BOX DE FACTOS

  • Sem recrutamento por mérito, a produtividade degrada-se e os serviços perdem qualidade.
  • Processos opacos alimentam clientela, desmotivam talento e corroem a confiança pública.
  • Em sectores críticos, competência não é ideologia: é segurança e gestão de risco.
  • Há regras internacionais claras para licenciamento, proficiência e avaliação contínua.

Mérito ou Clientela: a reforma que Portugal adia há meio século

Um país não colapsa apenas por falta de dinheiro. Colapsa, primeiro, quando troca competência por conveniência.

Portugal habituou-se a uma liturgia perigosa: proclamar excelência e praticar opacidade. Em demasiadas instituições, o mérito ainda entra pela porta estreita, enquanto a proximidade circula por corredor VIP. O resultado é conhecido: serviços irregulares, inovação travada, equipas desmoralizadas e uma economia que corre com travão de mão puxado.

O debate não é cultural nem tribal. É operacional. Em funções críticas, contratar sem critérios objectivos é um risco sistémico. Por isso, quando reguladores impõem padrões de competência em sectores de alta responsabilidade, estão a proteger vidas, reputação institucional e continuidade de serviço.

O vício português: discurso de modernidade, prática de bastidor

1) Critérios vagos
Anúncios de recrutamento com linguagem ampla e pouco verificável abrem espaço à arbitrariedade.

2) Entrevistas sem métrica séria
Quando não existe grelha pública e comparável, a decisão torna-se narrativa, não evidência.

3) Promoções por inércia
Antiguidade e rede de contactos pesam mais do que desempenho real e impacto mensurável.

4) Falta de responsabilização
Se ninguém responde por decisões erradas, o sistema aprende a repetir o erro.

A reforma possível: 10 regras de mérito verificável

1. Perfil técnico vinculativo antes do concurso
Competências, pesos e critérios definidos ex ante e publicados.

2. Pré-triagem cega quando aplicável
Reduzir enviesamentos irrelevantes na primeira fase.

3. Prova técnica obrigatória
Sem prova comparável, não há mérito — há opinião.

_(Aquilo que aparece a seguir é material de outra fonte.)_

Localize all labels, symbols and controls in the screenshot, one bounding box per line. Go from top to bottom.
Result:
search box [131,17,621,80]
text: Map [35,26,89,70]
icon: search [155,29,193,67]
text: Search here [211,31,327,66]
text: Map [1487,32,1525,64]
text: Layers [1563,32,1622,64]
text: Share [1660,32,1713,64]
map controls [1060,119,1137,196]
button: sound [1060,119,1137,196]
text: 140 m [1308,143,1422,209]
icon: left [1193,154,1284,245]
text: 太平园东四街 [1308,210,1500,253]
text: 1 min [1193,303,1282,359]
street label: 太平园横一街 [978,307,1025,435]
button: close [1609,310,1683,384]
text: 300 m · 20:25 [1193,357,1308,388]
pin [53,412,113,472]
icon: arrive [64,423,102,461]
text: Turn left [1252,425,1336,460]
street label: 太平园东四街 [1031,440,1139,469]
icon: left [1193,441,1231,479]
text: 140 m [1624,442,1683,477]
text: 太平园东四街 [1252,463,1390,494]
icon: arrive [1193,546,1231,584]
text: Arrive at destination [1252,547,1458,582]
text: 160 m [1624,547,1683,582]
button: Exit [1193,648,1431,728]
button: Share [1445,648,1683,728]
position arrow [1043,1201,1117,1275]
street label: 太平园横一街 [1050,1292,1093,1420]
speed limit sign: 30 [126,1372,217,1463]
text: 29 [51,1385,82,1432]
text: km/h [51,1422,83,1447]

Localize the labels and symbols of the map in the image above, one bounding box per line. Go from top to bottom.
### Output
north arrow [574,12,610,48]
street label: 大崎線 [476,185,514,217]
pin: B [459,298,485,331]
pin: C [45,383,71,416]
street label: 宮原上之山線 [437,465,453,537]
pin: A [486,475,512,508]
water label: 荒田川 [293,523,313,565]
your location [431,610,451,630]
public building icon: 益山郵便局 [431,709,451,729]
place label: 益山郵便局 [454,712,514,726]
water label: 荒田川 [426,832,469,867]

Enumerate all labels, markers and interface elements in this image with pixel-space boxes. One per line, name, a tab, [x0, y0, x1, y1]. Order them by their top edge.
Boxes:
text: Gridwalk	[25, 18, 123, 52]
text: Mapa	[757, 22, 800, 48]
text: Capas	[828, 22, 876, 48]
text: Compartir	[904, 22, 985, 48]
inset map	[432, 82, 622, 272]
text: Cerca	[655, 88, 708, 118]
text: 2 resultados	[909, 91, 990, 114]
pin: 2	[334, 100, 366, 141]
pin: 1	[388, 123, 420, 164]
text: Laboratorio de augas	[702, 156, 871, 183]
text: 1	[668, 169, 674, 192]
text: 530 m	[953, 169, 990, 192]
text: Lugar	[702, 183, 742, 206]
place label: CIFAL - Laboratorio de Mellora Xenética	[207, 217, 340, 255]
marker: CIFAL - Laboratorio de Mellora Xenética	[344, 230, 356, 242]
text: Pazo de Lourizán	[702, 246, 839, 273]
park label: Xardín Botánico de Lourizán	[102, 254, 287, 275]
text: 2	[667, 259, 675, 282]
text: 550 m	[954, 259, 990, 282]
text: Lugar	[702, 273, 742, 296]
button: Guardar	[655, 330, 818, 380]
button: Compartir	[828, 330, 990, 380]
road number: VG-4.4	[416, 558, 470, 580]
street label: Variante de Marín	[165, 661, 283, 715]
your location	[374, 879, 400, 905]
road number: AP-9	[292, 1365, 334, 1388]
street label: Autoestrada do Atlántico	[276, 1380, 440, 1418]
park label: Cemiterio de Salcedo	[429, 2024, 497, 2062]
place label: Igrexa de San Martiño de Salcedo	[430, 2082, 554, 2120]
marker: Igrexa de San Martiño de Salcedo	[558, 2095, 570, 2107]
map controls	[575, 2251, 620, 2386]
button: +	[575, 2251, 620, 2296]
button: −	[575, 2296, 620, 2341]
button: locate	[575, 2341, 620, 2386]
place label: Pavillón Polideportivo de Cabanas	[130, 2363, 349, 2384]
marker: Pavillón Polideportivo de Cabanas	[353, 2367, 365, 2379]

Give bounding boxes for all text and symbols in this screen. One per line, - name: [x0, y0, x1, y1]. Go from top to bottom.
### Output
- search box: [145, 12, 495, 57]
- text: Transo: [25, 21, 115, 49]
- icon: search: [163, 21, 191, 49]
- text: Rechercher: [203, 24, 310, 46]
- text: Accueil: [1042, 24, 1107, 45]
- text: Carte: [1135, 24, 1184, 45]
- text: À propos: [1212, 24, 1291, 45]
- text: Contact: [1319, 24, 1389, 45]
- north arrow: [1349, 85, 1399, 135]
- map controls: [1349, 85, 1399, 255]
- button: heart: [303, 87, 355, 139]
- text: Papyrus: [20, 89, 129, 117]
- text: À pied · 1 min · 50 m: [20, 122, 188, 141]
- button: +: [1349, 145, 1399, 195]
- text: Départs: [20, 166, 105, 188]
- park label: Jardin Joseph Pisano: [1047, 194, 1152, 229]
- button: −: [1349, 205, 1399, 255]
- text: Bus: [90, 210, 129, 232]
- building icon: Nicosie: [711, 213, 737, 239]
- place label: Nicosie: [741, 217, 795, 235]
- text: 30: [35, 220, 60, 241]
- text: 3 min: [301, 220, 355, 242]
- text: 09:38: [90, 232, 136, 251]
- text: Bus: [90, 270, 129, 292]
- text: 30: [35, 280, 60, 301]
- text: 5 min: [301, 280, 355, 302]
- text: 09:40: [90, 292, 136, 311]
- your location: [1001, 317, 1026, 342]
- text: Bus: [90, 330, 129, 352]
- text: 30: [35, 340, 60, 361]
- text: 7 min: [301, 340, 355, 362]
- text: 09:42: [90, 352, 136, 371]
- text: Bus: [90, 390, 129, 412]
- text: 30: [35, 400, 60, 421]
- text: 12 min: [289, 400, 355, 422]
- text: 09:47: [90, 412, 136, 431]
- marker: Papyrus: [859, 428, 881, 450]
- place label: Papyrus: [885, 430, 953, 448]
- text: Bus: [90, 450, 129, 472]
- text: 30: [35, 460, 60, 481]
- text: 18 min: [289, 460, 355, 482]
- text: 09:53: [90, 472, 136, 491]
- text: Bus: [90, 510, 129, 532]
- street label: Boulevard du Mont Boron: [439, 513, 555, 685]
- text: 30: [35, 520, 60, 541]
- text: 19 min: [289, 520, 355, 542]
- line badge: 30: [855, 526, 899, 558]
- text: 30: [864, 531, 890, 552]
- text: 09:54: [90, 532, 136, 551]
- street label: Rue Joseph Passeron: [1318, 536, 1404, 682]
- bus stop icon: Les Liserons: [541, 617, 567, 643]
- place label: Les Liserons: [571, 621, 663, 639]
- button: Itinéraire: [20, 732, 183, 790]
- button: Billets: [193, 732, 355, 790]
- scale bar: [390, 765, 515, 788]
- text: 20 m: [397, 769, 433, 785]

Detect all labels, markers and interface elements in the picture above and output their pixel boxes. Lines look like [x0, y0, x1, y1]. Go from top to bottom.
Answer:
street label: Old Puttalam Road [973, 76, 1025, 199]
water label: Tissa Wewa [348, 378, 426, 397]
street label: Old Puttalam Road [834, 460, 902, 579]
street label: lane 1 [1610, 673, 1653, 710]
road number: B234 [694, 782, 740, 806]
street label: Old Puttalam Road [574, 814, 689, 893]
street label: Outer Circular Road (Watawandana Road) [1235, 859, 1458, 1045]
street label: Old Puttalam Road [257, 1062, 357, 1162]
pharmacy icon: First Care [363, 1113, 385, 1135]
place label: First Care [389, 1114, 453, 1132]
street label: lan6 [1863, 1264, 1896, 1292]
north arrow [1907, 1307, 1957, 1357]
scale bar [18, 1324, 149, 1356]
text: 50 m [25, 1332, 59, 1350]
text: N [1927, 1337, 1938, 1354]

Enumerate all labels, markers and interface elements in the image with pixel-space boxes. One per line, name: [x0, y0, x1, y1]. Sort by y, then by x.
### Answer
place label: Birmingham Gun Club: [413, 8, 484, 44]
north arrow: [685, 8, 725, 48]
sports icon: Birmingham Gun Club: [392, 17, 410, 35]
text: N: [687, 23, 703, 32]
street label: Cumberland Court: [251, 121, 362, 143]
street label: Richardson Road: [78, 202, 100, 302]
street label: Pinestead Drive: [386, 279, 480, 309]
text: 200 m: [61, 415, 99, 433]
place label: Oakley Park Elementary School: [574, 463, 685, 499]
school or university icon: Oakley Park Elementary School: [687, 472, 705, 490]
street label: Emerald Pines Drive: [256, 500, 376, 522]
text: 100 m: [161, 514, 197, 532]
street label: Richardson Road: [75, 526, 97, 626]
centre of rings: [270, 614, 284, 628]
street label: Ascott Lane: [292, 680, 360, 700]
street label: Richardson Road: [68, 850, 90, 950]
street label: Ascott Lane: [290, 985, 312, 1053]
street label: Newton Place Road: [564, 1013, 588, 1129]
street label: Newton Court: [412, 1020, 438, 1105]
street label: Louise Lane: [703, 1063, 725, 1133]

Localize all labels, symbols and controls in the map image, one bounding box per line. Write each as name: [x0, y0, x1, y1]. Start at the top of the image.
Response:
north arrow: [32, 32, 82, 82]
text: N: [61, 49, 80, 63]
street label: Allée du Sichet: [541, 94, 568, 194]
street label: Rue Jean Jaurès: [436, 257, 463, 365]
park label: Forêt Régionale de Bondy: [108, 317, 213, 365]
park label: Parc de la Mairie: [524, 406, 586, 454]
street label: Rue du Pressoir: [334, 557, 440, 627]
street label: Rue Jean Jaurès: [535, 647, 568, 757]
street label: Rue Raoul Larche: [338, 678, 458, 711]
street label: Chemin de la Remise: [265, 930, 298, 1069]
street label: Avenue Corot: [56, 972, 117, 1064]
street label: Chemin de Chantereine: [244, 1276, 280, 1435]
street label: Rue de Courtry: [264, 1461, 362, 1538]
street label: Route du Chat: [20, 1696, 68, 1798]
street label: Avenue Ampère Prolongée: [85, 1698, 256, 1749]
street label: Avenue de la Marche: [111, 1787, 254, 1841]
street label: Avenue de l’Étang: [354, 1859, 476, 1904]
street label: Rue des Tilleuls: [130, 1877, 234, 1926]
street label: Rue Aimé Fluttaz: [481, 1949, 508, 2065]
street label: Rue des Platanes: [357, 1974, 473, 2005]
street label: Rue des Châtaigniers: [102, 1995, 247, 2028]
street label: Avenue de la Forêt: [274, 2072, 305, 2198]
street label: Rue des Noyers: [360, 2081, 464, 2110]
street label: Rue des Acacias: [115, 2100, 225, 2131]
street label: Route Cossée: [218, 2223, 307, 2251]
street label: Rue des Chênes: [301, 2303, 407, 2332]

4. Entrevista estruturada com pontuação
Mesmas perguntas, mesma grelha, fundamentação escrita.

5. Painel plural com declaração de conflito
Decidir em colegialidade e com transparência de interesses.

6. Relatório final auditável
Explicar por que entrou A e por que não entrou B, com base em evidência.

7. Auditoria externa periódica
Verificação independente para impedir captura interna dos processos.

8. Período probatório com metas reais
Entrada por mérito implica permanência por desempenho.

9. Sanções por manipulação de recrutamento
Onde há fraude, tem de haver consequência.

10. KPIs públicos anuais
Sem métricas abertas, "excelência" é apenas publicidade.

Roteiro de execução (24 meses)

0–6 meses: norma-quadro nacional, modelos de prova e grelhas padronizadas.

6–12 meses: pilotos em entidades públicas e privadas, auditoria de conformidade.

12–18 meses: plataforma digital de rastreabilidade de decisões.

18–24 meses: regime sancionatório activo e relatório nacional de mérito institucional.

Indicadores que separam reforma real de teatro político

  • % de concursos com prova técnica obrigatória
  • % de decisões com fundamentação integral
  • Taxa de sucesso no período probatório
  • Tempo até desempenho autónomo
  • Rotatividade no 1.º ano
  • N.º de irregularidades confirmadas por auditoria

Conclusão

Portugal não precisa de mais seminários sobre "excelência". Precisa de arquitectura institucional que a imponha. O talento existe. A competência existe. O que falta é um sistema que as escolha de forma limpa, as proteja de interferências e as responsabilize por resultados.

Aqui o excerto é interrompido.